PROBLEM TO SOLVE: All entries below are to be reproduced exactly.

DATA IN THIS EXERCISE:
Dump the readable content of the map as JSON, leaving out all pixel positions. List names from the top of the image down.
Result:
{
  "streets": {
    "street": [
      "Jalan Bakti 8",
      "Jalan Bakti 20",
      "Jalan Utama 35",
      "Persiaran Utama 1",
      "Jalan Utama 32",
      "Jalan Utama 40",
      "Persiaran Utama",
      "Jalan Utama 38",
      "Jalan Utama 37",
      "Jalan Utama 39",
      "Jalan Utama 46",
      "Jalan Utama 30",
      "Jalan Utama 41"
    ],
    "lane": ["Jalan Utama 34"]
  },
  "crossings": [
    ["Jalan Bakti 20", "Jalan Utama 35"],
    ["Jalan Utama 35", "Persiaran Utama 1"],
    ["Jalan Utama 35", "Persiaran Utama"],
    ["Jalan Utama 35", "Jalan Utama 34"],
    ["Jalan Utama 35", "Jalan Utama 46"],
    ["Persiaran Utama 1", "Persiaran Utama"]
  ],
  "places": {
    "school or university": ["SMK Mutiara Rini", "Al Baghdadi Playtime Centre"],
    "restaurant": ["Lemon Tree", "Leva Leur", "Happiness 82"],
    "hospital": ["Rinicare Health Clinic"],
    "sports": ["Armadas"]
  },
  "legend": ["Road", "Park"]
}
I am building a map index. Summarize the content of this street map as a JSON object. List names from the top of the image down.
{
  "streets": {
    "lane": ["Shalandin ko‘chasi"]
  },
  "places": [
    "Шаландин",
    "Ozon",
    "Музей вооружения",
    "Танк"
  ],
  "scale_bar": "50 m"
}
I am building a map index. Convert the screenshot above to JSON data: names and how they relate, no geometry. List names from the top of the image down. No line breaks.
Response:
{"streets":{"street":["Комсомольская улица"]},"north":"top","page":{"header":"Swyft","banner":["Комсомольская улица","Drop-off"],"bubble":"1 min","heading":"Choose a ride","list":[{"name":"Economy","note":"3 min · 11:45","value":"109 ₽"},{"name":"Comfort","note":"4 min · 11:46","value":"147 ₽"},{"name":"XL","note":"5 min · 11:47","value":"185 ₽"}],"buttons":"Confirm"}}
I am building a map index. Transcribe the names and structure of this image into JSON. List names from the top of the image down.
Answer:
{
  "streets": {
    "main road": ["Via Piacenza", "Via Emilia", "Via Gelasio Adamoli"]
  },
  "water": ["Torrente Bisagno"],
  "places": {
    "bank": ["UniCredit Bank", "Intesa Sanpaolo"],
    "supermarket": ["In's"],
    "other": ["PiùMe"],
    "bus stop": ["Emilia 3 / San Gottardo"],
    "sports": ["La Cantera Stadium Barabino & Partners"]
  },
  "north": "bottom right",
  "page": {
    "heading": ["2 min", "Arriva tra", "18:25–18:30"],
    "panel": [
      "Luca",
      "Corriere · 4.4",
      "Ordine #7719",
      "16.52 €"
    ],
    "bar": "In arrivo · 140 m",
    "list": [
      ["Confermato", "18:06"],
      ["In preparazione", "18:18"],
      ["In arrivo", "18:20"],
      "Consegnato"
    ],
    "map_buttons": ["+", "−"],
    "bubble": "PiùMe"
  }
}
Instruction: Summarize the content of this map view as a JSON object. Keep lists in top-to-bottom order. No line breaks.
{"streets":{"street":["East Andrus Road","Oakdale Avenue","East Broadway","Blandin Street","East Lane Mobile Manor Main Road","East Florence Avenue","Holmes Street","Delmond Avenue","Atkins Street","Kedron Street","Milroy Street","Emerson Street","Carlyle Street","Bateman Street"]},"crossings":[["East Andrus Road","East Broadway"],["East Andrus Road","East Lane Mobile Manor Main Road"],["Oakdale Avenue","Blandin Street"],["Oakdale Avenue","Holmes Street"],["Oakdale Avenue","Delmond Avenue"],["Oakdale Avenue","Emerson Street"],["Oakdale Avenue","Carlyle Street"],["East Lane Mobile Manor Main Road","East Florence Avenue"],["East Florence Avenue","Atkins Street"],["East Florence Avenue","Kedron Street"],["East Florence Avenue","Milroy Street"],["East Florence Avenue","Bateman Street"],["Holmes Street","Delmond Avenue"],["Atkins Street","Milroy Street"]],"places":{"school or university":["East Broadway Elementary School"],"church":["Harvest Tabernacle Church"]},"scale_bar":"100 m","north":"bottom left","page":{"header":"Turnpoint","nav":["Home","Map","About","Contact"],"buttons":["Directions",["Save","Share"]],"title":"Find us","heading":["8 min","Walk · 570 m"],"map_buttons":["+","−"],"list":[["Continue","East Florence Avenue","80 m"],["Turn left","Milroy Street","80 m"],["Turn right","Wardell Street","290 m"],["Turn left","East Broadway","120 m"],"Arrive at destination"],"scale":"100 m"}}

FINISHED EXERCISE:
Dump the readable content of the map as JSON, leaving out all pixel positions. List names from the top of the image down.
Result:
{
  "streets": {
    "street": [
      "Jalan Bakti 8",
      "Jalan Bakti 20",
      "Jalan Utama 35",
      "Persiaran Utama 1",
      "Jalan Utama 32",
      "Jalan Utama 40",
      "Persiaran Utama",
      "Jalan Utama 38",
      "Jalan Utama 37",
      "Jalan Utama 39",
      "Jalan Utama 46",
      "Jalan Utama 30",
      "Jalan Utama 41"
    ],
    "lane": ["Jalan Utama 34"]
  },
  "crossings": [
    ["Jalan Bakti 20", "Jalan Utama 35"],
    ["Jalan Utama 35", "Persiaran Utama 1"],
    ["Jalan Utama 35", "Persiaran Utama"],
    ["Jalan Utama 35", "Jalan Utama 34"],
    ["Jalan Utama 35", "Jalan Utama 46"],
    ["Persiaran Utama 1", "Persiaran Utama"]
  ],
  "places": {
    "school or university": ["SMK Mutiara Rini", "Al Baghdadi Playtime Centre"],
    "restaurant": ["Lemon Tree", "Leva Leur", "Happiness 82"],
    "hospital": ["Rinicare Health Clinic"],
    "sports": ["Armadas"]
  },
  "legend": ["Road", "Park"]
}
I am building a map index. Summarize the content of this street map as a JSON object. List names from the top of the image down.
{
  "streets": {
    "lane": ["Shalandin ko‘chasi"]
  },
  "places": [
    "Шаландин",
    "Ozon",
    "Музей вооружения",
    "Танк"
  ],
  "scale_bar": "50 m"
}
I am building a map index. Convert the screenshot above to JSON data: names and how they relate, no geometry. List names from the top of the image down. No line breaks.
Response:
{"streets":{"street":["Комсомольская улица"]},"north":"top","page":{"header":"Swyft","banner":["Комсомольская улица","Drop-off"],"bubble":"1 min","heading":"Choose a ride","list":[{"name":"Economy","note":"3 min · 11:45","value":"109 ₽"},{"name":"Comfort","note":"4 min · 11:46","value":"147 ₽"},{"name":"XL","note":"5 min · 11:47","value":"185 ₽"}],"buttons":"Confirm"}}
I am building a map index. Transcribe the names and structure of this image into JSON. List names from the top of the image down.
Answer:
{
  "streets": {
    "main road": ["Via Piacenza", "Via Emilia", "Via Gelasio Adamoli"]
  },
  "water": ["Torrente Bisagno"],
  "places": {
    "bank": ["UniCredit Bank", "Intesa Sanpaolo"],
    "supermarket": ["In's"],
    "other": ["PiùMe"],
    "bus stop": ["Emilia 3 / San Gottardo"],
    "sports": ["La Cantera Stadium Barabino & Partners"]
  },
  "north": "bottom right",
  "page": {
    "heading": ["2 min", "Arriva tra", "18:25–18:30"],
    "panel": [
      "Luca",
      "Corriere · 4.4",
      "Ordine #7719",
      "16.52 €"
    ],
    "bar": "In arrivo · 140 m",
    "list": [
      ["Confermato", "18:06"],
      ["In preparazione", "18:18"],
      ["In arrivo", "18:20"],
      "Consegnato"
    ],
    "map_buttons": ["+", "−"],
    "bubble": "PiùMe"
  }
}
Instruction: Summarize the content of this map view as a JSON object. Keep lists in top-to-bottom order. No line breaks.
{"streets":{"street":["East Andrus Road","Oakdale Avenue","East Broadway","Blandin Street","East Lane Mobile Manor Main Road","East Florence Avenue","Holmes Street","Delmond Avenue","Atkins Street","Kedron Street","Milroy Street","Emerson Street","Carlyle Street","Bateman Street"]},"crossings":[["East Andrus Road","East Broadway"],["East Andrus Road","East Lane Mobile Manor Main Road"],["Oakdale Avenue","Blandin Street"],["Oakdale Avenue","Holmes Street"],["Oakdale Avenue","Delmond Avenue"],["Oakdale Avenue","Emerson Street"],["Oakdale Avenue","Carlyle Street"],["East Lane Mobile Manor Main Road","East Florence Avenue"],["East Florence Avenue","Atkins Street"],["East Florence Avenue","Kedron Street"],["East Florence Avenue","Milroy Street"],["East Florence Avenue","Bateman Street"],["Holmes Street","Delmond Avenue"],["Atkins Street","Milroy Street"]],"places":{"school or university":["East Broadway Elementary School"],"church":["Harvest Tabernacle Church"]},"scale_bar":"100 m","north":"bottom left","page":{"header":"Turnpoint","nav":["Home","Map","About","Contact"],"buttons":["Directions",["Save","Share"]],"title":"Find us","heading":["8 min","Walk · 570 m"],"map_buttons":["+","−"],"list":[["Continue","East Florence Avenue","80 m"],["Turn left","Milroy Street","80 m"],["Turn right","Wardell Street","290 m"],["Turn left","East Broadway","120 m"],"Arrive at destination"],"scale":"100 m"}}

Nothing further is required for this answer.